▶ Instructions to follow
This exercise asks for an exact transcription of every entry.

▶ Provided data
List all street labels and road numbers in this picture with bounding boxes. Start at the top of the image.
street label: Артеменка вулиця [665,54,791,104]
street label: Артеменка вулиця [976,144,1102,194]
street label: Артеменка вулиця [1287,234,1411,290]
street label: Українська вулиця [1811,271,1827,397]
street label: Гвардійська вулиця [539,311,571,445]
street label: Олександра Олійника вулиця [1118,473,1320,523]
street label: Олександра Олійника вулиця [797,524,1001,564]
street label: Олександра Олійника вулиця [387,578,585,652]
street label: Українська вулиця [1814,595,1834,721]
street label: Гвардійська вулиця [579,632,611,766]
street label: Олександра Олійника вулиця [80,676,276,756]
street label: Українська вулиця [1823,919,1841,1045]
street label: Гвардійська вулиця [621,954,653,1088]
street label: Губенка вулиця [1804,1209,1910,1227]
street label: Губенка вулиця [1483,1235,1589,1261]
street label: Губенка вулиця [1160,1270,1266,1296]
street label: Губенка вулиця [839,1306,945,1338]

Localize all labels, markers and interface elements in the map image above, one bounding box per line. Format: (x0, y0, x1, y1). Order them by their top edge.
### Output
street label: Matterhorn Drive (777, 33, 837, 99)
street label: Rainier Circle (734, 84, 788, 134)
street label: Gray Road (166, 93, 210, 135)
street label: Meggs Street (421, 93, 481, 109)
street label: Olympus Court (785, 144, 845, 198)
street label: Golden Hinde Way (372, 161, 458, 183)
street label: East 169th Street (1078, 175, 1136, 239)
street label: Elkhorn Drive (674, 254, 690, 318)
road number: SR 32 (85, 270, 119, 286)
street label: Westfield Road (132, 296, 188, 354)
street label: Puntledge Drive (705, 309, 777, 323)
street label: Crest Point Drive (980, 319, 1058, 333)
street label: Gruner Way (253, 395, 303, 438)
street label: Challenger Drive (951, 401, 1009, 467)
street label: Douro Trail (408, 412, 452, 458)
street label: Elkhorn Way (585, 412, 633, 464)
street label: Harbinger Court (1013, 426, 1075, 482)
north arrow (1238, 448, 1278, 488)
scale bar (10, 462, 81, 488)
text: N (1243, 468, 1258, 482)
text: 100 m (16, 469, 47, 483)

▶ Result of this task
List all street labels and road numbers in this picture with bounding boxes. Start at the top of the image.
street label: Артеменка вулиця [665,54,791,104]
street label: Артеменка вулиця [976,144,1102,194]
street label: Артеменка вулиця [1287,234,1411,290]
street label: Українська вулиця [1811,271,1827,397]
street label: Гвардійська вулиця [539,311,571,445]
street label: Олександра Олійника вулиця [1118,473,1320,523]
street label: Олександра Олійника вулиця [797,524,1001,564]
street label: Олександра Олійника вулиця [387,578,585,652]
street label: Українська вулиця [1814,595,1834,721]
street label: Гвардійська вулиця [579,632,611,766]
street label: Олександра Олійника вулиця [80,676,276,756]
street label: Українська вулиця [1823,919,1841,1045]
street label: Гвардійська вулиця [621,954,653,1088]
street label: Губенка вулиця [1804,1209,1910,1227]
street label: Губенка вулиця [1483,1235,1589,1261]
street label: Губенка вулиця [1160,1270,1266,1296]
street label: Губенка вулиця [839,1306,945,1338]

Localize all labels, markers and interface elements in the map image above, one bounding box per line. Format: (x0, y0, x1, y1). Order them by their top edge.
### Output
street label: Matterhorn Drive (777, 33, 837, 99)
street label: Rainier Circle (734, 84, 788, 134)
street label: Gray Road (166, 93, 210, 135)
street label: Meggs Street (421, 93, 481, 109)
street label: Olympus Court (785, 144, 845, 198)
street label: Golden Hinde Way (372, 161, 458, 183)
street label: East 169th Street (1078, 175, 1136, 239)
street label: Elkhorn Drive (674, 254, 690, 318)
road number: SR 32 (85, 270, 119, 286)
street label: Westfield Road (132, 296, 188, 354)
street label: Puntledge Drive (705, 309, 777, 323)
street label: Crest Point Drive (980, 319, 1058, 333)
street label: Gruner Way (253, 395, 303, 438)
street label: Challenger Drive (951, 401, 1009, 467)
street label: Douro Trail (408, 412, 452, 458)
street label: Elkhorn Way (585, 412, 633, 464)
street label: Harbinger Court (1013, 426, 1075, 482)
north arrow (1238, 448, 1278, 488)
scale bar (10, 462, 81, 488)
text: N (1243, 468, 1258, 482)
text: 100 m (16, 469, 47, 483)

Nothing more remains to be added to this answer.